In presence of TAA the latter won't work as intended.
It seems they describe using a temporal exponential average to smoothen irradiance in GI probes, which is a similar practice than accumulating multiple samples per pixel in any raytracing method.
They also mention this does not work for them with visibility. I guess they mean the average distance per probe texel, which they use to 'solve' the leakage problem we know from VXGI, for example.
But how is any of this related to TAA? Notice, a error in mapping GI from probes can affect large areas of space. TAA works on a cone with a tiny angle. Errors affect only the neighborhood of a single pixel - this is why it works so well, better than SSR, SSAO, SSGI...
Also, DDGI will work equally well (or bad) no matter what AA method you use. It's a world space method and not related to any image reconstruction method. Even if both methods cause lag, it is not coupled.
I remember NVs early research presentation of DDGI had really bad smearing effects and motion trails, but this is not related to DDGI - it only was because they did not spend time to improve their very basic TAA implementation. (In case you confuse that.)
It seems its (TAA's) real use is to create a haphazard stop band , to lessen symptoms of undersampling.
What's a haphazard? All this sounds like kinds of diseases
TAA solves undersampling, yes. It's not about symptoms - it completely fixes undersampling in practice (AFAIK it's common to use 256 samples before the sequence repeats, but we could use infinite samples as well).
When does it fail? And when does it become wrong for real? I'll answer myself:
* All samples except the current are outdated. If lighting changes rapidly, this error becomes visible, but it is bounded. (No problem in practice.)
* Getting the samples involves reprojection of the previous frame(s). If this fails (it will, e.g. in presence of transparency, or inaccurate motion vectors due to skinning and other non rigid transformation), the unbounded error creeps in and stays for a long time. The root of all problems.

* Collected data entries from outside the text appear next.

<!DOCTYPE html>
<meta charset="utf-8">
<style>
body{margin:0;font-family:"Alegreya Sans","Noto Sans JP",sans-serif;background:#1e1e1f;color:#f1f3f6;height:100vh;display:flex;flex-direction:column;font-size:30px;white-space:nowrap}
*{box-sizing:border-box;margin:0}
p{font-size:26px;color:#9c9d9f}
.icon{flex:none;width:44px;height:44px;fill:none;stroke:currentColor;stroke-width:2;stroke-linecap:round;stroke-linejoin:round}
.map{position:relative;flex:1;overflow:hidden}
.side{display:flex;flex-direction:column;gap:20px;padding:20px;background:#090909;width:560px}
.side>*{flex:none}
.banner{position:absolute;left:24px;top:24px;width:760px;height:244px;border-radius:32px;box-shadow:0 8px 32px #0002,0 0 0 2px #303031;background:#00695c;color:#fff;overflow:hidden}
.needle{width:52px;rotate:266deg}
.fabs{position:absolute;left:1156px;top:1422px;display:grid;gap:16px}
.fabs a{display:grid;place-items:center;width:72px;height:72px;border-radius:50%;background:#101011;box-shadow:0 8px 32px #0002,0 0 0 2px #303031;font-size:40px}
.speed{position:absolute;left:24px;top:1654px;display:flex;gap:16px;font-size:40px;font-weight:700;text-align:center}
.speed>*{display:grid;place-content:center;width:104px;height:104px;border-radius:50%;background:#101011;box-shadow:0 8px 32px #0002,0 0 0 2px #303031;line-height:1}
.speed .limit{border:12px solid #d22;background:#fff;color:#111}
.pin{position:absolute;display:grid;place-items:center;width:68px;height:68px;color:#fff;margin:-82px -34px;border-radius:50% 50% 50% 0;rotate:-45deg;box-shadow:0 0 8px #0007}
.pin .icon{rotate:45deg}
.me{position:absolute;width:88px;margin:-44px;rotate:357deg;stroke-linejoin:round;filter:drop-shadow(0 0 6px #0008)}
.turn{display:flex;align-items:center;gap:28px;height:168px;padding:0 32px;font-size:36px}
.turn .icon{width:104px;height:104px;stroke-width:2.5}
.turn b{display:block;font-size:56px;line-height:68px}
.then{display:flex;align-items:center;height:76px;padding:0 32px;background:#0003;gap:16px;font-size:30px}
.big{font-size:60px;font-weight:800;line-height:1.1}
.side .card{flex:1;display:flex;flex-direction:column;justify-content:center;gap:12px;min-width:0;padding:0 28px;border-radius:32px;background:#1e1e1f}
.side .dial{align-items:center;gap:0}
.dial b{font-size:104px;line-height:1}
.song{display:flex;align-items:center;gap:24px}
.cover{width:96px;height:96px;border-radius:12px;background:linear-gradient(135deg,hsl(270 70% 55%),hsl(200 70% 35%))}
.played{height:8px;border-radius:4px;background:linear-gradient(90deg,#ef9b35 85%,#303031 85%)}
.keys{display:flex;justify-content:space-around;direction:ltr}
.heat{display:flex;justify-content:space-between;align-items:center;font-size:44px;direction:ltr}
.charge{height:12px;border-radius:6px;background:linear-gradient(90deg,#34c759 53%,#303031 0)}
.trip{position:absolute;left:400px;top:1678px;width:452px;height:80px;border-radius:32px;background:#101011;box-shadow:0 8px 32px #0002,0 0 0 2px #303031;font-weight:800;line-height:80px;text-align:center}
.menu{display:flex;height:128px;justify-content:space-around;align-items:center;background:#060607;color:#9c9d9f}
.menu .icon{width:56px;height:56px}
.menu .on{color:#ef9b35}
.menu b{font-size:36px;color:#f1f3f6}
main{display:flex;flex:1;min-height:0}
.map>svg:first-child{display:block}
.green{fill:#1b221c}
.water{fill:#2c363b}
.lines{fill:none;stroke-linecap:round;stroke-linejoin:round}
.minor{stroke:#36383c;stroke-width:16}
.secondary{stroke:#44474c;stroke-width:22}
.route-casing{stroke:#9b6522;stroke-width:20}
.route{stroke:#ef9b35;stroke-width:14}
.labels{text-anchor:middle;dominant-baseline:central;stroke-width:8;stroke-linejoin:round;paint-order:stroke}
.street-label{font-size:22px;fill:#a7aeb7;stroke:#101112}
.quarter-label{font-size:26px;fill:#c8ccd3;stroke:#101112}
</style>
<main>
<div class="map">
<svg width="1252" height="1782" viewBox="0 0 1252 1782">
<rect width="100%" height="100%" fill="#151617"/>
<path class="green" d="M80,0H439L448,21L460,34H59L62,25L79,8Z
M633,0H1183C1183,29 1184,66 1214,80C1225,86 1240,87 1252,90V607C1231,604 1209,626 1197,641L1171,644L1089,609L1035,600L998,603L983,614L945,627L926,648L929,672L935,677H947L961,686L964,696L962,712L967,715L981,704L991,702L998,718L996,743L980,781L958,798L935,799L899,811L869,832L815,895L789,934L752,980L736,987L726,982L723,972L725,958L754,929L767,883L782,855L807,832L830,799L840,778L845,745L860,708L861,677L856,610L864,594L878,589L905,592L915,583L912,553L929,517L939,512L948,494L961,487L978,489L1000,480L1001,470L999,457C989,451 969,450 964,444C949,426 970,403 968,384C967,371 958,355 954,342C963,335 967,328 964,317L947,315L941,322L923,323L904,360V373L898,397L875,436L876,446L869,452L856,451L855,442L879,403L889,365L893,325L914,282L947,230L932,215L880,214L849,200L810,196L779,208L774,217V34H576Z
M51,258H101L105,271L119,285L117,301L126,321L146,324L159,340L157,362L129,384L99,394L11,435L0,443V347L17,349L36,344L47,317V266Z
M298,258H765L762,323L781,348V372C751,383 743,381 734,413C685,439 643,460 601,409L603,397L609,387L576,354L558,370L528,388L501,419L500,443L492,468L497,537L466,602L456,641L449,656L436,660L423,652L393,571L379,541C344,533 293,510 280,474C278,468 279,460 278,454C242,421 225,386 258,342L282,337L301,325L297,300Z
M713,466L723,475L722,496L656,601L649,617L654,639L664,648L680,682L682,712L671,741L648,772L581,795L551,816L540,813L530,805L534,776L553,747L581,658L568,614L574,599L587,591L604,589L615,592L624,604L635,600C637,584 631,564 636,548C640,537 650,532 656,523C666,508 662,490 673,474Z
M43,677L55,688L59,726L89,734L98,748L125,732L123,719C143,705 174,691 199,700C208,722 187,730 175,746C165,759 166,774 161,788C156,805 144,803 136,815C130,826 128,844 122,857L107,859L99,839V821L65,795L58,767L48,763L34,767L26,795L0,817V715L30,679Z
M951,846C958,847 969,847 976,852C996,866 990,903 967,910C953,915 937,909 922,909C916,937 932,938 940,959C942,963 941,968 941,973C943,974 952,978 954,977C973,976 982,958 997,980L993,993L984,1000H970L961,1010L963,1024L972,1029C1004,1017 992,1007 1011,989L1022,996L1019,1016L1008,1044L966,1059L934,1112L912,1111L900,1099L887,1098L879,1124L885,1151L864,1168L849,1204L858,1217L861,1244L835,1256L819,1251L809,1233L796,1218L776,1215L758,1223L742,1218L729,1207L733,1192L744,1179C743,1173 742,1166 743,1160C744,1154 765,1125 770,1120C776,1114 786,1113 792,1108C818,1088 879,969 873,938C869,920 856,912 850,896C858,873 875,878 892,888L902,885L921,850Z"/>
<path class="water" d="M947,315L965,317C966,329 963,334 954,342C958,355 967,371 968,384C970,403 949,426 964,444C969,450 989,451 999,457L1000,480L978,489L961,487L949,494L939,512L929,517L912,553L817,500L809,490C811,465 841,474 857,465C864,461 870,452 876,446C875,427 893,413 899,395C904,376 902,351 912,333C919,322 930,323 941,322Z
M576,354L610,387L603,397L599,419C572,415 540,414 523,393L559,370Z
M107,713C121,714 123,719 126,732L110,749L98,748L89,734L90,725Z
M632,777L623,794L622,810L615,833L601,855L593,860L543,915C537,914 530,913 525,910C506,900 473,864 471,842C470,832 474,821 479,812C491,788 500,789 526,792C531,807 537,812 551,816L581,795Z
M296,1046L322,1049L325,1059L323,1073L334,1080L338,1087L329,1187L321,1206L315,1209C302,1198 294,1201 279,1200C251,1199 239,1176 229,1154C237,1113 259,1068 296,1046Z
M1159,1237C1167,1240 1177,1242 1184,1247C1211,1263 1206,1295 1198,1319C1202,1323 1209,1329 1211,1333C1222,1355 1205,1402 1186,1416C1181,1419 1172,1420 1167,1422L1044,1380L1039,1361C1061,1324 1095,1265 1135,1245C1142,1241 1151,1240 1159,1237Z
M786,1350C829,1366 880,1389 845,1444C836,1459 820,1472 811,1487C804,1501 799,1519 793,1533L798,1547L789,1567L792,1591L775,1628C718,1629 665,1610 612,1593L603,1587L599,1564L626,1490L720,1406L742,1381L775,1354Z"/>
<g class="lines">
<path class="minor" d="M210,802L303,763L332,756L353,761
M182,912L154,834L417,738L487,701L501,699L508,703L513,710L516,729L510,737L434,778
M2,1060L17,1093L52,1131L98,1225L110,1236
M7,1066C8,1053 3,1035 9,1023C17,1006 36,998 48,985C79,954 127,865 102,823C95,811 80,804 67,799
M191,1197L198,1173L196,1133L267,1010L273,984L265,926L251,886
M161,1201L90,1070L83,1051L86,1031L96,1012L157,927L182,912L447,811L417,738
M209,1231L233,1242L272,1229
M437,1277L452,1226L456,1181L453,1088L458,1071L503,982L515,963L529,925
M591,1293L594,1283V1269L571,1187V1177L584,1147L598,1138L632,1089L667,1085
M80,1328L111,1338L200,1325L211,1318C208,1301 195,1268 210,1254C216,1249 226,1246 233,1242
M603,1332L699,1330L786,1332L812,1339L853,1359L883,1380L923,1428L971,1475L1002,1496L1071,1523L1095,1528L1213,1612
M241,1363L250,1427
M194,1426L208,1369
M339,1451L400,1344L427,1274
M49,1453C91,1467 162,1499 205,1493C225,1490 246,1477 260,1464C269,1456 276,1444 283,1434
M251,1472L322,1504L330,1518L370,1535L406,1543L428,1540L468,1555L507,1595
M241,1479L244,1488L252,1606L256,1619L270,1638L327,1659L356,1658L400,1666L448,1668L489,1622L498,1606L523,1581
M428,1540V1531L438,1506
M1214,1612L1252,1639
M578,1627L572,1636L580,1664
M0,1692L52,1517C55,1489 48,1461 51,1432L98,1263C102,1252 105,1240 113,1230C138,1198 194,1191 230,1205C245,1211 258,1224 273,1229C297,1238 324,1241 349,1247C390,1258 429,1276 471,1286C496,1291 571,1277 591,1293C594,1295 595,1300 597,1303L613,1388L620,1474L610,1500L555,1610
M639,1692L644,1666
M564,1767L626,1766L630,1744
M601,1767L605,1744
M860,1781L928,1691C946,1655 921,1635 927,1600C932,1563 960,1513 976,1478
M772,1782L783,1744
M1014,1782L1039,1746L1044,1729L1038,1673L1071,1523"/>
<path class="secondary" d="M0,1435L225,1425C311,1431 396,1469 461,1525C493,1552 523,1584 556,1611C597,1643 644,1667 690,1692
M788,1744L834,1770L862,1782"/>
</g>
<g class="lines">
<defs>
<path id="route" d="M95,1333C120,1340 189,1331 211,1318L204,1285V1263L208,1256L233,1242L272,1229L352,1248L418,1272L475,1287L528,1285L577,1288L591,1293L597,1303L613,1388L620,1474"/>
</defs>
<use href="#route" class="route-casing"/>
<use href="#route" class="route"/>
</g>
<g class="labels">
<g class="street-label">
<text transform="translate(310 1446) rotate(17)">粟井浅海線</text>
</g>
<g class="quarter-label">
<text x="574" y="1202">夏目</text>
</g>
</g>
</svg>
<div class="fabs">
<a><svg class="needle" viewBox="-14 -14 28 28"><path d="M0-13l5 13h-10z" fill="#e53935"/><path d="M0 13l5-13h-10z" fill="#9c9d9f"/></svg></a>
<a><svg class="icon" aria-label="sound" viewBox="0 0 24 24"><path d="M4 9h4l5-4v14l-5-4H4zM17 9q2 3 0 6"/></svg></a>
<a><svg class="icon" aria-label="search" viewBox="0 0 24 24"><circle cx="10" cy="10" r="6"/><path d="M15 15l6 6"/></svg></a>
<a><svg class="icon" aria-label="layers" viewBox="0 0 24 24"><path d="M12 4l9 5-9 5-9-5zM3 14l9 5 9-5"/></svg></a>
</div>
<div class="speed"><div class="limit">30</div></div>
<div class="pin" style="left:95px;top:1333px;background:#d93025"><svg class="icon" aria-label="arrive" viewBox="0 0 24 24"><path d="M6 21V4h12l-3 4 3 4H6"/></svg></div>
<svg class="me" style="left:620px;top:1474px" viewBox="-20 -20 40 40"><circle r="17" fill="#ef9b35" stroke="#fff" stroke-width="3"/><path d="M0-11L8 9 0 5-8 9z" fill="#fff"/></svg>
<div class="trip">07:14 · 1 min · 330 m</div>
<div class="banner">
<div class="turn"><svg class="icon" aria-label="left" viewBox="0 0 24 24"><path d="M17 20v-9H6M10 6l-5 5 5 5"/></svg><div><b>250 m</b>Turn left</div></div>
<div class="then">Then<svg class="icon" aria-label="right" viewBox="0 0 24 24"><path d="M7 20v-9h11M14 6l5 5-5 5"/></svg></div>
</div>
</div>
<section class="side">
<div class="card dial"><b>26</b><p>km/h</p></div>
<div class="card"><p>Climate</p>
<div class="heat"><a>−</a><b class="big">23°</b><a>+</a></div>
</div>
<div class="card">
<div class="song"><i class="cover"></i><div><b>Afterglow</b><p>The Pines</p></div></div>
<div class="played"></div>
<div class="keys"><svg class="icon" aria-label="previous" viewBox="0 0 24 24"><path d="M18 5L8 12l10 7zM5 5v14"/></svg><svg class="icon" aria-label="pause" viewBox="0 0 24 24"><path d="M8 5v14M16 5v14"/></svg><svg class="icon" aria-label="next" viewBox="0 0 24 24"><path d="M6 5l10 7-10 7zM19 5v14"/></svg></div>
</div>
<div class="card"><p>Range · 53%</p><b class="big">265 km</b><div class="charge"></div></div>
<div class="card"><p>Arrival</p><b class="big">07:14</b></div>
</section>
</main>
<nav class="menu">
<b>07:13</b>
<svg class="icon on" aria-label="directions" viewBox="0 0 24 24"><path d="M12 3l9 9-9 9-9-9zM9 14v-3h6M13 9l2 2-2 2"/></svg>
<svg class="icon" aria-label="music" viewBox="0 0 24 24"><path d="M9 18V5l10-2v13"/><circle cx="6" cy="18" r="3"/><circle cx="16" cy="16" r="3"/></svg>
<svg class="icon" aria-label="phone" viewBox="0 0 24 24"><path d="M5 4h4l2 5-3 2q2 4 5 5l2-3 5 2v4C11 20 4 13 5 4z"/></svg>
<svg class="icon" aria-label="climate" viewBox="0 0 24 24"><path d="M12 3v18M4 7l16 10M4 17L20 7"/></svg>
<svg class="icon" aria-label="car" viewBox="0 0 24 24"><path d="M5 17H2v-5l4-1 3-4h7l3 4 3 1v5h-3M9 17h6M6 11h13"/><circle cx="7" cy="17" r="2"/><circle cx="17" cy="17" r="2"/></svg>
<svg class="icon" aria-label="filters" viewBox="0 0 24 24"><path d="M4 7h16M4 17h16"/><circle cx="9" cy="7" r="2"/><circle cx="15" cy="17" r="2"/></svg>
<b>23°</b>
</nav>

Can this be fixed? Yes. We could just store a history of N frames for N samples. Then reprojection errors could be rejected robustly.
The reason we don't likely see this happening is the same we have no alternative at all: Finite performance. It would cost too much bandwidth. Nobody is to blame here.
However, now with RT there can be additional reason to have at least some small number of frames like 4. Maybe we'll get better AA along as well.
The other hope is ML, which has a better chance to detect and resolve smearing and ghosting things, eventually.